Reviews of current research shows that still there is a lack consensus on the effectiveness of laminar airflow in infection control. Studies include in this review has used either clinical outcomes (infection or reoperation rate) or intermediate outcomes (particle count or bacterial count) to evaluate the effectiveness of laminar flow. Kakwani et.al (2007) found that re-operation rate was lower in laminar airflow theatres but Brandt et.al (2008) found SSI rate was high in hospitals with laminar flow. Clarke et.al (2004) found that contamination was not significantly different in ultra clean theatres compared to standard theatres equipped enhanced ventilation system. Supporting this finding Scaltriti et.al (2007) found well designed ventilation system is effective in reducing contamination.
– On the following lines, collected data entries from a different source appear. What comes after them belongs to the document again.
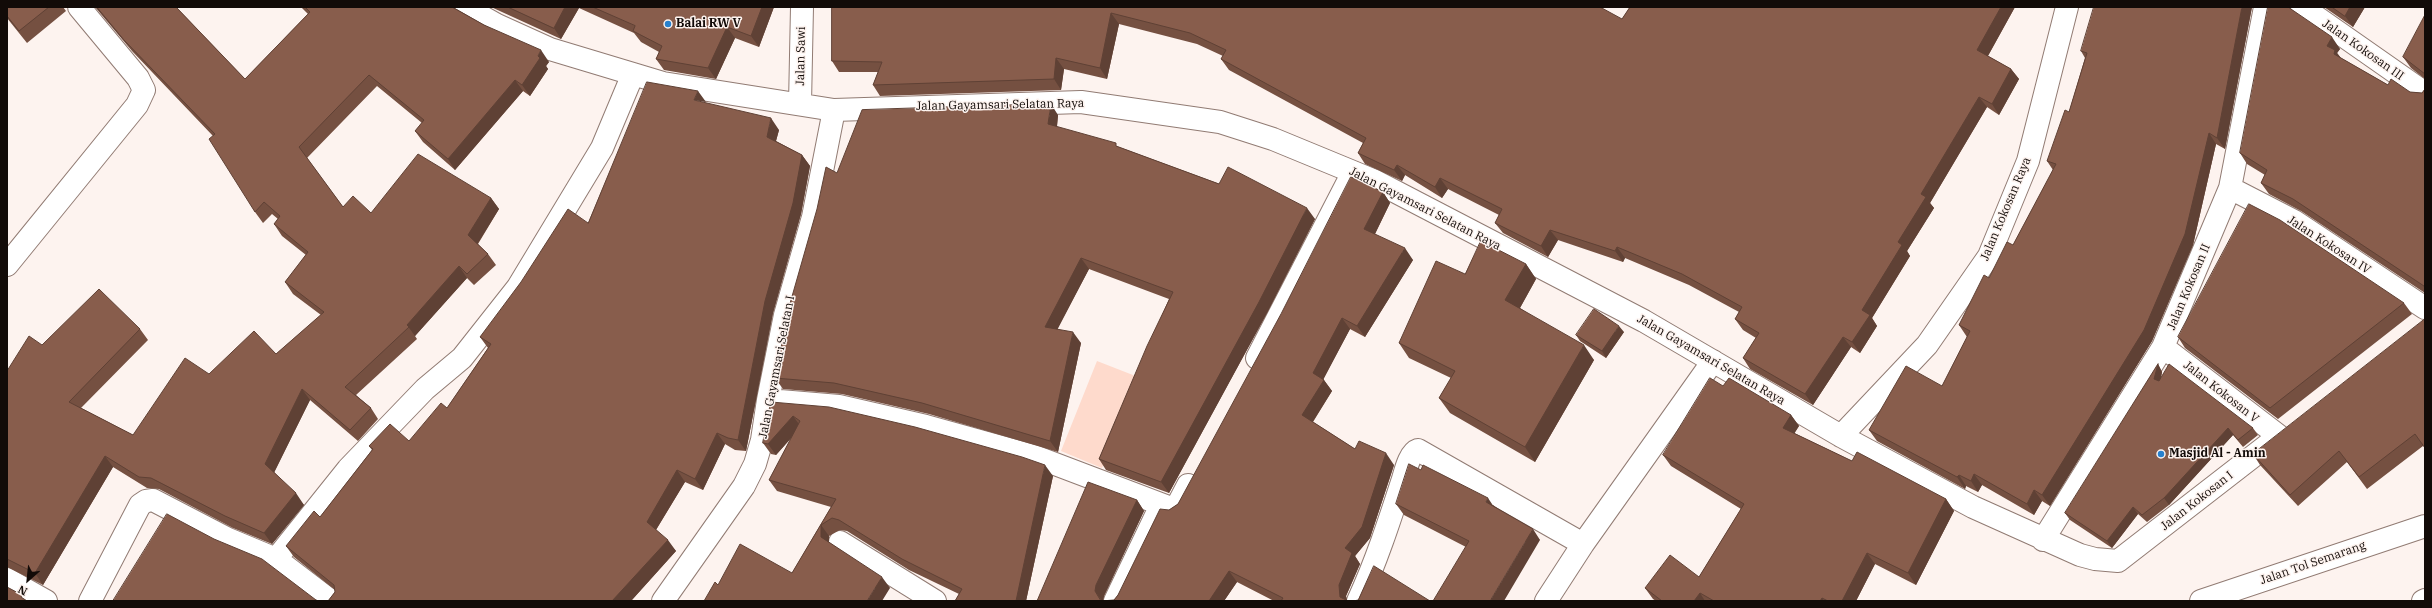 <!DOCTYPE html>
<style>
body{margin:0}
#map{position:relative;width:2432px;height:608px;overflow:hidden;background:#fdf3ef;font-family:"IBM Plex Serif",serif}
canvas{display:block}
.frame{position:absolute;inset:0;border:8px solid #120b08;pointer-events:none}
.north{position:absolute;left:8px;top:560px;width:40px;height:40px;-webkit-text-stroke:3px #fdf3ef;paint-order:stroke;rotate:207deg;font-size:11px;font-weight:700;line-height:16px;text-align:center;color:#120b08}
.north::after{content:'';display:block;margin:auto;width:14px;height:18px;background:#120b08;clip-path:polygon(50% 0,100% 100%,50% 72%,0 100%)}
</style>
<div id="map">
<canvas width="2432" height="608"></canvas>
<div class="frame"></div>
<div class="north">N</div>
</div>
<script>
const g = document.querySelector('canvas').getContext('2d');
g.lineJoin = 'round';
function paint(path, color) {
  g.fillStyle = color;
  g.fill(path, 'evenodd');
}
function strokePath(path, color, width, dash) {
  g.strokeStyle = color;
  g.lineWidth = width;
  g.lineCap = dash ? 'butt' : 'round';
  g.setLineDash(dash || []);
  g.stroke(path);
}
function drawText(font, color, halo, rows, align = 'center') {
  g.font = font + ' "IBM Plex Serif",serif';
  g.lineWidth = 3;
  g.setLineDash([]);
  g.textBaseline = 'middle';
  g.strokeStyle = halo;
  g.fillStyle = color;
  for (const [text, x, y, turn = 0] of rows) {
    g.save();
    g.translate(x, y);
    g.rotate((+turn || 0) * Math.PI / 180);
    g.textAlign = isNaN(turn) ? turn : align;
    if (halo) g.strokeText(text, 0, 0);
    g.fillText(text, 0, 0);
    g.restore();
  }
}
paint(new Path2D(`
 M1097 361 1138 377 1102 468 1061 451Z`), '#fedacc');
const street = new Path2D(`
 M465 7 497 25 550 49 663 83 834 110 1081 102 1220 122 1273 139 1375 181 1644 321 1841 436 1973 507 2080 555 2095 559 2118 561 2278 437
 M2302 7 2425 93
 M800 104 802 7
 M2230 188 2294 221 2425 308
 M7 265 137 105 144 90 138 78 79 7
 M2163 347 2279 436
 M1257 358 1353 172
 M768 400 839 406 926 426 1034 456 1171 508 1175 509 1177 506 1188 485
 M1841 436 1927 345 1989 256 2028 161 2067 7
 M2043 540 2163 347 2230 188 2265 7
 M840 542 935 601
 M276 559 348 469 425 389 462 358 518 287 602 148 633 74
 M7 579 46 601
 M90 601 140 505 146 501 153 500 228 539 276 559 331 601
 M663 601 744 486 755 464 762 440 768 400 785 315 813 217 834 110
 M1115 601 1161 505
 M1358 601C1376 562 1389 522 1402 482 1405 473 1409 453 1418 450L1583 544
 M1546 601 1583 544 1713 361`);
const highway = new Path2D(`
 M2201 601 2425 526
 M2423 601 2425 600`);
strokePath(street, '#917b73', 24);
strokePath(highway, '#917b73', 24);
strokePath(street, '#fff', 22);
strokePath(highway, '#fff', 22);
paint(new Path2D(`
 M7 7H63L66 11 27 43 7 18Z
 M95 7H178L177 8 245 79 308 14 301 7H453L549 62 546 66 548 69 530 96 523 91 455 170 423 142 415 131 422 123 377 86 307 158 343 207 371 213 491 198 499 209 478 244 488 254 496 265 474 285 467 278 415 336 417 339 356 395 371 408 378 419 358 441 310 400 274 472 304 505 272 544 233 528 159 489 147 488 113 467 43 585 7 567V371L42 345 140 329 148 340 81 408 133 435 209 374 276 354 321 315 293 294 285 282 306 255 282 236 274 224 278 219 272 214 263 223 255 212 213 136 132 51Z
 M491 7H774L759 47 735 38 716 79 664 70 656 59 659 52 641 42 634 33 579 8 561 39Z
 M832 7 1622 19 1630 7H2015L1988 56 2011 69 2019 79 1999 115 1987 107 1930 203 1934 208 1907 251 1910 256 1872 318 1877 326 1860 353 1851 347 1813 405 1750 369 1743 358 1756 338 1743 330 1735 319 1739 312 1689 285 1625 258 1623 262 1558 240 1548 257 1503 233 1495 223 1499 215 1448 189 1442 198 1405 175 1402 181 1365 164 1358 153 1363 143 1229 70 1221 59 1223 56 1197 44 1119 24 1107 79 1064 69 1061 90 880 96 873 85 878 72H839L832 61Z
 M2252 7 2225 149 2216 144 2193 245 2152 341 2050 506 2042 501 2034 515 1982 485 1978 492 1966 486 1965 489 1877 441 1869 430 1942 386 1967 337 1959 325 1989 278 2013 245 2053 170 2047 161 2069 112 2085 58 2081 51Z
 M2324 7H2365L2353 27Z
 M2291 9 2340 49 2337 53 2341 58 2388 85 2410 92 2422 93 2425 89V293L2301 211 2269 194 2261 183 2265 175 2247 164 2240 153Z
 M2425 15V79L2411 68 2403 57Z
 M706 103 779 130 776 141 802 155 810 166 801 214 773 313 746 451 735 450 725 444 703 490 685 482 656 530 676 551 631 601H328L335 592V590L294 557 286 546 320 517 372 450 369 446 409 441 447 408 488 348 480 337 588 223Z
 M1058 115 1057 127 1119 147 1315 219 1267 313 1169 493 1106 470 1099 459 1169 299 1089 269 1057 329 1081 343 1058 452 929 414 842 394 783 389 775 378 837 173Z
 M1383 192 1390 203 1375 234 1413 260 1365 337 1350 329 1323 379 1332 391 1313 422 1355 449 1394 465 1370 538 1355 556 1360 564 1346 596 1347 600 1348 601H1274L1237 582 1224 601H1037L1137 500 1144 511 1104 596 1103 601 1114 600 1118 595 1169 510 1178 504Z
 M1526 264 1536 279 1520 308 1594 360 1535 462 1450 413 1439 398 1451 378 1409 358 1399 343 1465 274Z
 M2404 303 2412 314 2278 419 2185 348 2178 337Z
 M2425 319 2423 446 2367 489 2347 462 2298 506 2260 465 2253 454Z
 M1624 332 1606 358 1580 341 1576 335Z
 M2158 364 2162 372 2161 378 2253 428 2258 435 2243 447 2233 435 2169 505 2147 522 2138 514 2112 548 2070 520 2065 513Z
 M1723 386 1791 415 1799 426 1794 433 1852 461 1946 499 1954 511 1916 585 1875 564 1856 601H1656L1653 599 1645 588 1699 577 1741 509 1671 466 1663 455Z
 M771 402 1053 476 1026 601H955L959 594 909 570 847 531 840 530 829 536V542L890 588 718 585 792 573 831 507 777 491 769 480 792 437 776 455 771 454 763 443Z
 M1396 504 1493 505 1540 540 1466 547 1404 515Z`), '#755041');
paint(new Path2D(`
 M565 7H578L579 8 561 39 554 28Z
 M762 7H774L759 47 751 36Z
 M2001 7H2015L1985 61 1977 50Z
 M2242 7H2252L2225 149 2217 138Z
 M2350 7H2365L2353 27 2345 16Z
 M1111 13 1119 24 1107 79 1100 68Z
 M727 27 735 38 716 79 708 68Z
 M2332 37 2340 49 2337 53 2343 61 2342 65 2327 46Z
 M541 50 549 62 546 66 548 69 530 96 522 85Z
 M1056 58 1064 69 1061 90 1054 79Z
 M2011 69 2019 79 1999 115 1992 104Z
 M515 80 523 91 455 170 448 159Z
 M698 91 706 102 694 100Z
 M1979 97 1987 107 1930 203 1934 208 1907 251 1910 256 1872 318 1877 326 1860 353 1852 342 1862 310 1898 242 1921 194Z
 M1051 104 1058 115 1056 135 1048 124Z
 M771 118 779 130 774 148 767 137Z
 M2209 133 2216 144 2193 245 2152 341 2050 506 2042 495Z
 M802 155 810 166 801 214 773 313 746 451 738 440 765 301Z
 M1397 165 1405 175 1402 181 1394 170Z
 M1440 178 1448 189 1442 198 1435 187Z
 M1383 192 1390 203 1372 240 1364 229Z
 M491 198 499 209 476 246 468 235Z
 M1307 208 1315 219 1267 313 1169 493 1161 482Z
 M1550 230 1558 240 1548 257 1541 246Z
 M1617 247 1625 258 1623 262 1615 251Z
 M1405 248 1413 260 1365 337 1357 326Z
 M1081 258 1089 269 1053 338 1045 327Z
 M1526 264 1536 279 1516 315 1505 300Z
 M459 266 467 278 415 336 407 325Z
 M1342 318 1350 329 1321 384 1313 373Z
 M1619 326 1624 332 1606 358 1602 351Z
 M1073 332 1081 343 1058 452 1050 441Z
 M1843 337 1851 347 1813 405 1805 394Z
 M1584 345 1594 360 1535 462 1525 447Z
 M2158 364 2162 372 2159 387 2154 379Z
 M1324 380 1332 391 1310 426 1302 415Z
 M302 389 310 400 273 475 265 464Z
 M1791 415 1799 426 1791 439 1783 428Z
 M793 416 801 427 776 455 768 444Z
 M2228 428 2233 435 2169 505 2164 498Z
 M717 433 725 444 703 490 695 479Z
 M1386 453 1394 465 1370 538 1355 556 1360 564 1346 596 1347 601 1340 597 1339 585 1345 548Z
 M105 456 113 467 43 585 35 573Z
 M1045 465 1053 476 1026 601H1016Z
 M677 470 685 482 654 533 647 522Z
 M1974 474 1982 485 1978 492 1971 481Z
 M1959 475 1966 486 1965 489 1957 477Z
 M2034 490 2042 501 2034 515 2027 504Z
 M296 493 304 505 272 544 264 533Z
 M1488 498 1496 510 1486 502Z
 M1946 499 1954 511 1916 585 1908 573Z
 M1137 500 1144 511 1104 596 1103 601H1102L1095 591 1096 585Z
 M2133 507 2138 514 2112 548 2107 541Z
 M821 525 829 536V548L821 537Z
 M1533 529 1540 540 1504 601H1490Z
 M668 540 676 551 631 601H612Z
 M1867 553 1875 564 1856 601H1842Z
 M1229 571 1237 582 1224 601H1209Z
 M882 577 890 588 882 601H867Z
 M1700 593 1705 601H1694Z
 M1822 598 1824 601H1820Z`), '#5f4135');
const building = new Path2D(`
 M7 7H49L19 31 7 16Z
 M97 7H176L245 79 310 12 305 7H452L484 25 541 50 538 56 540 58 522 85 515 80 448 159 415 131 424 120 369 75 299 147 343 207 353 196 371 213 418 154 491 198 468 235 488 254 467 274 459 266 407 325 409 327 345 387 371 408 350 430 302 389 265 464 296 493 264 533 225 516 151 478 139 477 105 456 35 573 7 559V371L29 336 42 345 99 289 140 329 69 402 133 435 185 358 209 374 254 331 276 354 324 312 285 282 308 252 274 224 280 216 264 202 255 212 209 139 215 134 124 40Z
 M508 7H565L554 28Z
 M593 7H762L751 36 727 27 708 68 656 59 662 46 633 31 635 26Z
 M832 7H1600L1622 19 1630 7H2001L1977 50 2011 69 1992 104 1979 97 1921 194 1926 197 1898 242 1902 245 1862 310 1870 315 1852 342 1843 337 1805 394 1743 358 1759 333 1735 319 1742 307 1682 274 1617 247 1615 251 1550 230 1541 246 1495 223 1502 209 1440 178 1435 187 1397 165 1394 170 1358 153 1366 138 1221 59 1226 50 1190 33 1111 13 1100 68 1056 58 1054 79 873 85 882 62 832 61Z
 M2094 7H2242L2217 138 2209 133 2185 234 2144 330 2042 495 2034 490 2027 504 1974 474 1971 481 1959 475 1957 477 1869 430 1906 366 1942 386 1970 331 1959 325 1984 275 1989 278 2007 242 2013 245 2056 164 2047 161 2065 110 2069 112 2087 53 2081 51Z
 M2268 7H2288L2332 37 2327 46 2335 50 2334 54 2388 85 2391 79 2410 92 2422 93 2425 89V288L2424 286 2293 199 2261 183 2267 170 2240 153Z
 M2332 7H2350L2345 16Z
 M2425 15V74L2403 57Z
 M647 82 698 91 694 100 771 118 767 137 802 155 793 203 765 301 738 440 728 438 717 433 695 479 677 470 647 522 668 540 612 601H328L335 592 334 585 286 546 314 511 320 517 373 449 369 446 390 424 409 441 441 403 447 408 491 344 480 337 521 282 568 209 588 223Z
 M1051 104 1048 124 1116 143V146L1219 184 1228 167 1307 208 1259 302 1161 482 1099 459 1147 346 1173 292 1081 258 1045 327 1073 332 1050 441 922 403 834 383 775 378 789 307 817 209 826 167 837 173 862 110Z
 M1351 177 1383 192 1364 229 1405 248 1357 326 1342 318 1313 373 1324 380 1302 415 1355 449 1359 441 1386 453 1362 527 1345 548 1352 553 1339 585 1340 597 1348 601H1281L1283 598 1229 571 1209 601H1037L1088 482 1137 500 1096 585 1095 591 1101 601 1114 600 1118 595 1160 509 1169 510 1178 504 1281 314Z
 M2249 204 2280 220 2404 303 2270 408 2178 337Z
 M1481 241 1526 264 1505 300 1584 345 1525 447 1439 398 1455 371 1399 343 1436 261 1465 274Z
 M1594 309 1619 326 1602 351 1576 335Z
 M2425 319V448L2415 434 2359 477 2339 451 2290 495 2253 454Z
 M2158 364 2154 379 2159 381 2169 364 2253 428 2238 440 2228 428 2164 498 2142 515 2133 507 2107 541 2065 513Z
 M1710 378 1723 386 1729 378 1791 415 1783 428 1852 461 1857 452 1946 499 1908 573 1867 553 1842 601H1828L1822 598 1820 601H1714L1700 593 1694 601H1662L1645 588 1670 555 1699 577 1744 504 1663 455Z
 M771 402 829 407 915 427 1022 457 1045 465 1016 601H955L962 589 902 559 839 520 832 518 821 525V537L882 577 867 601H704L715 582 718 585 740 544 792 573 836 499 769 480 800 421 793 416 768 444 763 443Z
 M1409 464 1421 470 1423 465 1488 498 1486 502 1533 529 1490 601H1433L1469 541 1396 504Z
 M167 514 214 539 262 559 316 600 319 601H113Z
 M1374 566 1430 601H1354L1358 600Z
 M7 587 22 595 21 597 27 601H7Z`);
paint(building, '#885d4c');
strokePath(building, '#5f4135', 1);
for (const [x, y, r, color] of [
 [668,24,4,"#2781ce"],
 [2161,454,4,"#2781ce"]
]) {
  const dot = new Path2D();
  dot.arc(x, y, r, 0, 2 * Math.PI);
  g.fillStyle = color;
  g.fill(dot);
  strokePath(dot, '#fdf3ef', 1.5);
}
drawText('bold 12px', '#120b08', '#fdf3ef', [
 ["Balai RW V",676,24],
 ["Masjid Al - Amin",2169,454]
], 'left');
drawText('12px', '#120b08', '#fdf3ef', [
 ["Jalan Kokosan III",2363,50,35],
 ["Jalan Sawi",801,56,-89],
 ["Jalan Gayamsari Selatan Raya",1000,105,-1],
 ["Jalan Gayamsari Selatan Raya",1425,209,27],
 ["Jalan Kokosan Raya",2006,209,-67],
 ["Jalan Kokosan IV",2329,245,33],
 ["Jalan Kokosan II",2189,287,-67],
 ["Jalan Gayamsari Selatan Raya",1711,360,30],
 ["Jalan Gayamsari Selatan I",777,367,-79],
 ["Jalan Kokosan V",2221,392,38],
 ["Jalan Kokosan I",2197,501,-38],
 ["Jalan Tol Semarang",2313,563,-19]
]);
</script>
Study by Knobben et.al (2006) found that combination of systemic and behavioural changes are required to prevent intra-operative contamination. Miner et.al (2007) found that there were no significant differences in infection between hospitals that use laminar airflow and body exhaust suits.

From these studies it can be concluded that use of laminar airflow alone can guarantee infection prevention. Behavioural and other systemic changes are necessary to enhance the benefits of laminar airflow. Evidence shows that conventional theatres equipped with enhanced ventilation system can prevent infection effectively, this can be consider as an alternative for expensive as laminar flow system.